Endangered Species: The Gentle Giants of Our Oceans

Jordan Cox

What are they?

Whale sharks (Rhincodon typus) are the largest vertebrate fish in the world, with an average full size of between 18 and 32.8 feet long, some even reaching a length of up to 40 feet. Their average life span is around 70 years old, but they can live to be 100-150 years old. While they are similar to many whales due to their eating habits as filter feeders, whale sharks are in fact classified as sharks. To eat, whale sharks open their mouths around 1.2 meters wide while swimming, consuming plankton along with other small fish. Whale sharks will travel between 24 and 28 km per day to consume their necessary nutrition. These gentle giants like warmer waters, so they tend to stay in tropical oceans and migrate every spring to the western portions of Australia. 
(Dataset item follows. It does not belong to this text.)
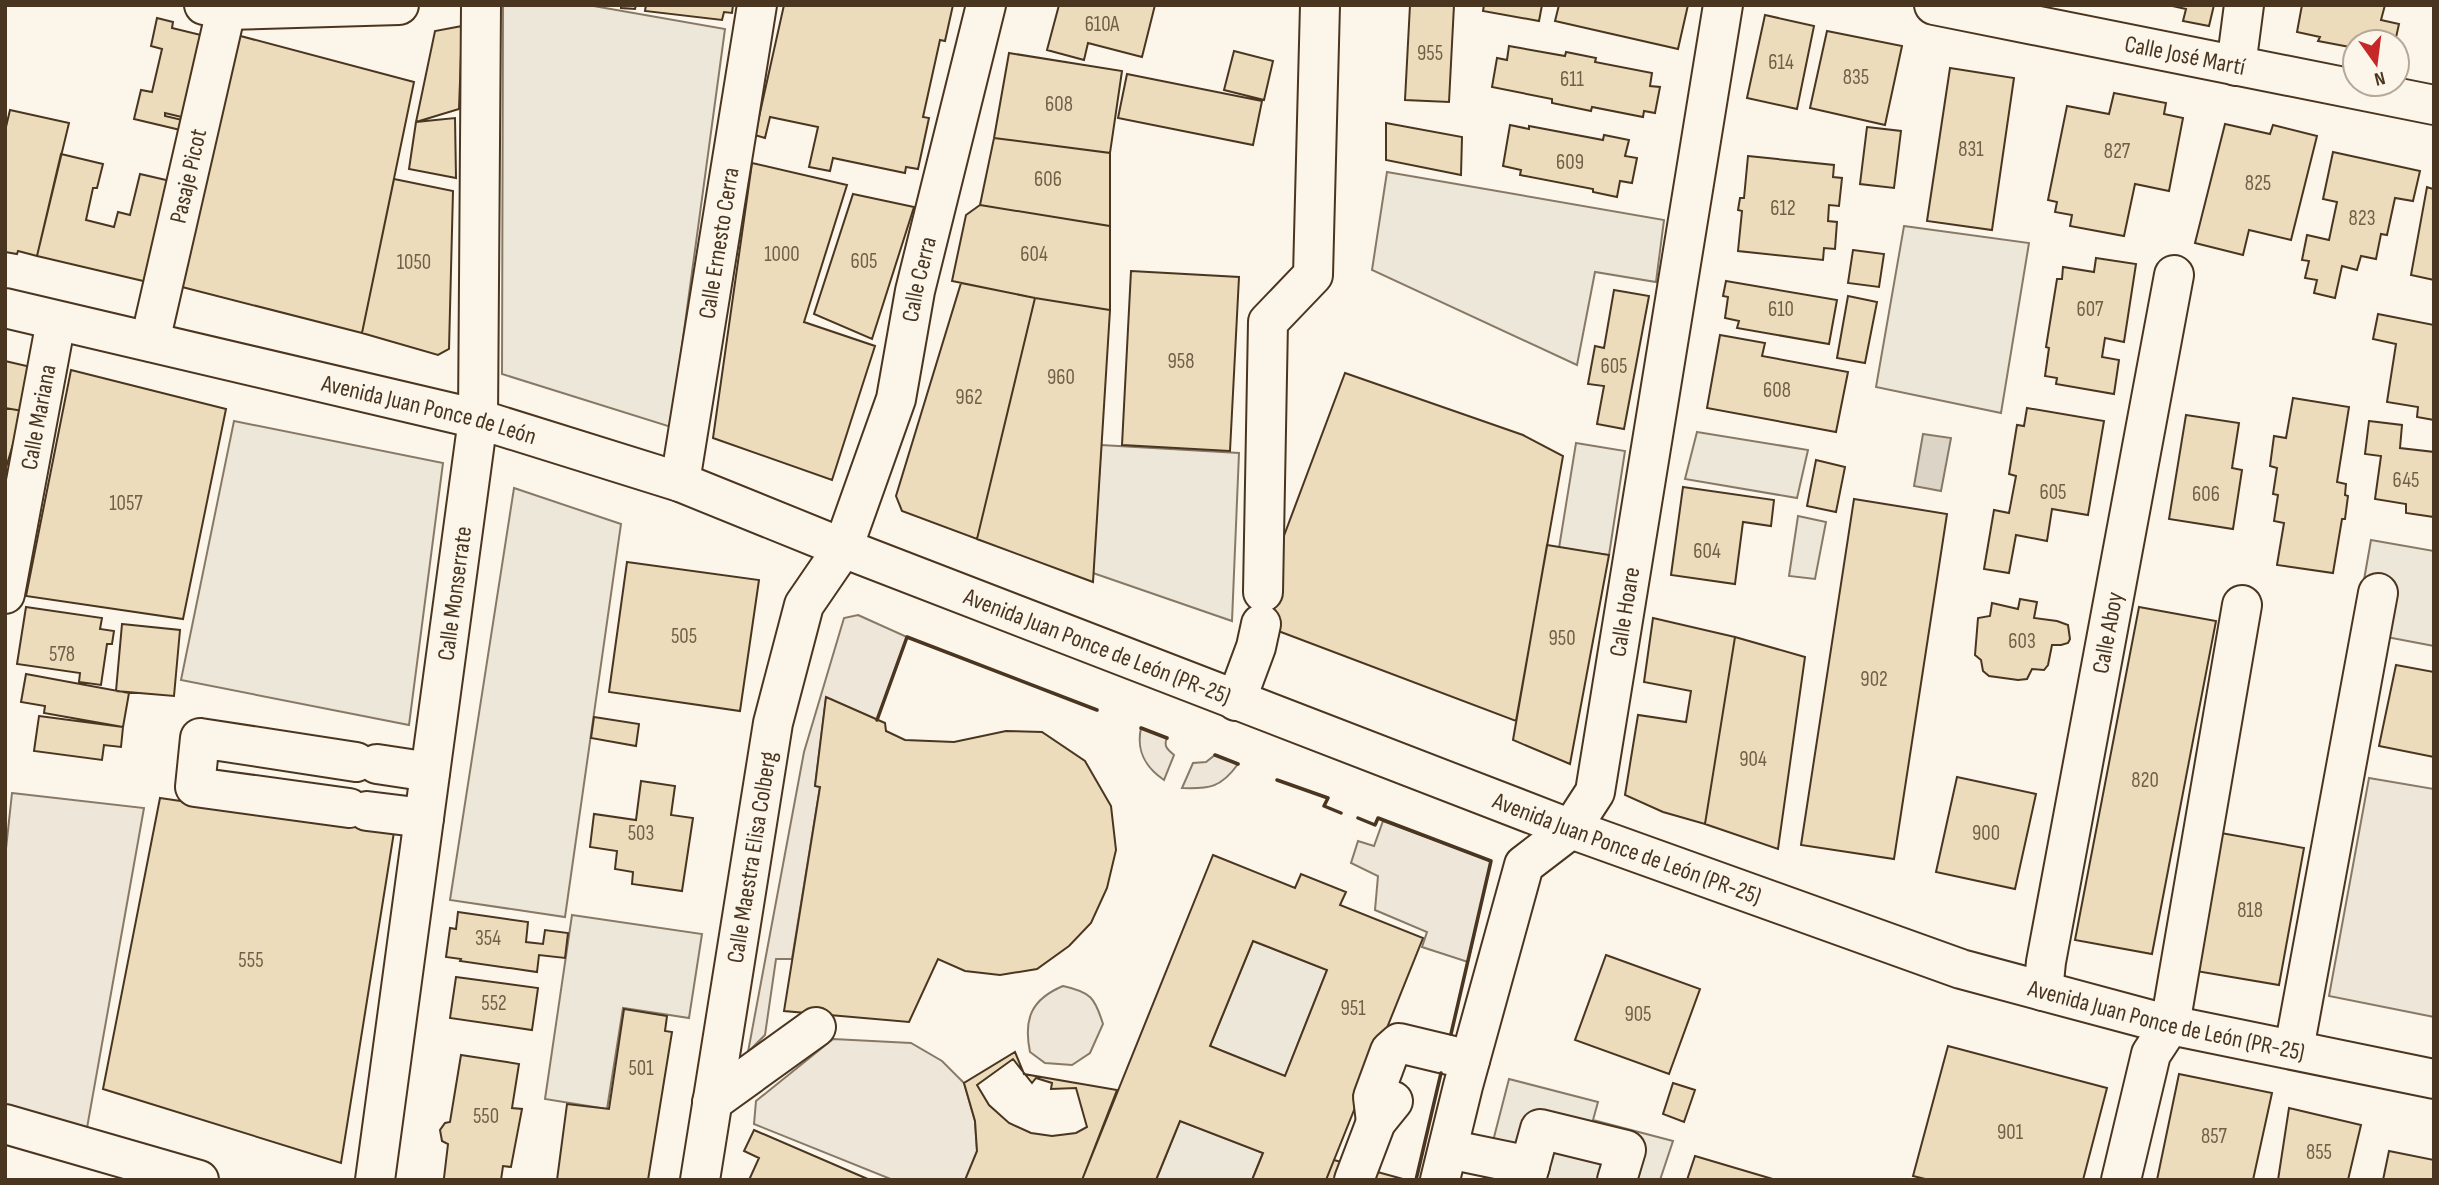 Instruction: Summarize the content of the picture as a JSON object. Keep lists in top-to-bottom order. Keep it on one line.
{"streets":{"street":["Calle José Martí","Pasaje Picot","Calle Ernesto Cerra","Calle Cerra","Avenida Juan Ponce de León","Calle Mariana","Calle Monserrate","Calle Hoare","Calle Aboy","Avenida Juan Ponce de León (PR-25)","Calle Maestra Elisa Colberg"]},"crossings":[["Pasaje Picot","Avenida Juan Ponce de León"],["Calle Ernesto Cerra","Avenida Juan Ponce de León"],["Calle Cerra","Avenida Juan Ponce de León"],["Calle Cerra","Avenida Juan Ponce de León (PR-25)"],["Calle Cerra","Calle Maestra Elisa Colberg"],["Avenida Juan Ponce de León","Calle Mariana"],["Avenida Juan Ponce de León","Calle Monserrate"],["Avenida Juan Ponce de León","Avenida Juan Ponce de León (PR-25)"],["Avenida Juan Ponce de León","Calle Maestra Elisa Colberg"],["Calle Hoare","Avenida Juan Ponce de León (PR-25)"],["Calle Aboy","Avenida Juan Ponce de León (PR-25)"],["Avenida Juan Ponce de León (PR-25)","Calle Maestra Elisa Colberg"]],"house_numbers":["610A","955","614","835","611","608","831","827","609","606","825","612","823","1000","604","605","1050","610","607","958","605","960","608","962","645","605","606","1057","604","505","950","603","578","902","904","820","503","900","818","354","555","552","951","905","501","550","901","857","855"],"north":"bottom"}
Whale sharks provide many different services to marine ecosystems. They help keep our oceans healthy by serving as vectors for nutrients to be transported from high-nutrient areas to those that lack proper nutrients. In addition to providing habitats for small marine organisms, whale sharks’ carcasses are also utilized to provide shelter and nutrients for a variety of benthic organisms, those of which are found on the bottom of the sea floor.

Why are they endangered?

Unfortunately, in the last 75 years, global whale shark populations have decreased by over 50 percent. There are many different reasons as to why these populations have declined dramatically in the last century. Like many other marine organisms, whale sharks have been captured through bycatch (accidental catch of species in fishing gear) because of unsafe fishing practices. Whale sharks have also been caught purposefully for their fins, meat, and oil in various international markets, especially in Asia. China and India continue to capture whale sharks for human uses even though they are both signatories of the Convention on International Trade in Endangered Species of Wild Fauna and Flora (CITES). Tourism can impact whale shark feeding patterns and boat traffic has led to more boat strikes as well. Other major threats to the global whale shark population include plastic and noise pollution, ocean warming, overfishing, and coastal development.
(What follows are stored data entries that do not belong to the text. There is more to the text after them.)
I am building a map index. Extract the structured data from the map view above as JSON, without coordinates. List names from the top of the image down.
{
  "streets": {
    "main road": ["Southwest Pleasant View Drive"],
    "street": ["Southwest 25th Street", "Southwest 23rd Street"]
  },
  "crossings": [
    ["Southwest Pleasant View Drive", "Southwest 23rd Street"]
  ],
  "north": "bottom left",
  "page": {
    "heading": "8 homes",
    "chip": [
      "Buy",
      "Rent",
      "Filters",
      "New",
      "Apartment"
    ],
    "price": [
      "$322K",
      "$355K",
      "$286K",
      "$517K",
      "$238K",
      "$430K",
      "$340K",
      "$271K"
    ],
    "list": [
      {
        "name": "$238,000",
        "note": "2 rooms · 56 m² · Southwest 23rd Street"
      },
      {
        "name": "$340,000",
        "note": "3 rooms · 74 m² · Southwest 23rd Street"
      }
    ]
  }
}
How are they being protected?

Consequently, whale sharks have become classified as endangered globally by the IUCN (International Union for Conservation of Nature) in 2016. Whale sharks have protection under other treaties as well, including Appendix I of the United Nations Convention on the Law of the Sea (UNCLOS), Appendix II of the Convention on International Trade in Endangered Species of Wild Flora and Fauna (CITES), and the Convention of Migratory Species (CMS). 

UNCLOS sets ocean jurisdictional boundaries, and for whale sharks specifically, it classifies them as a highly migratory species, which then requires specific assessment and management. The CITES treaty aims to regulate international trade of endangered species and prevent illegal wildlife trafficking through an import/export permitting system. Appendix II in particular, which the whale shark is classified, is for species that are not currently threatened with extinction, but trade needs to be controlled to avoid overutilization. CMS, a conservation and protection treaty for migratory wildlife species, classifies whale sharks in Appendix II which applies for species that require further international conservation efforts. However, there have been multiple proposals to move whale sharks into Appendix I since it is for endangered migratory species.  

Furthermore, over 45 countries now have bans on shark fishing, and there are specific national regulations for whale shark fishing, including in the United States. Nevertheless, it is imperative to protect and improve the populations of these magnificent creatures in order to prevent them from becoming extinct.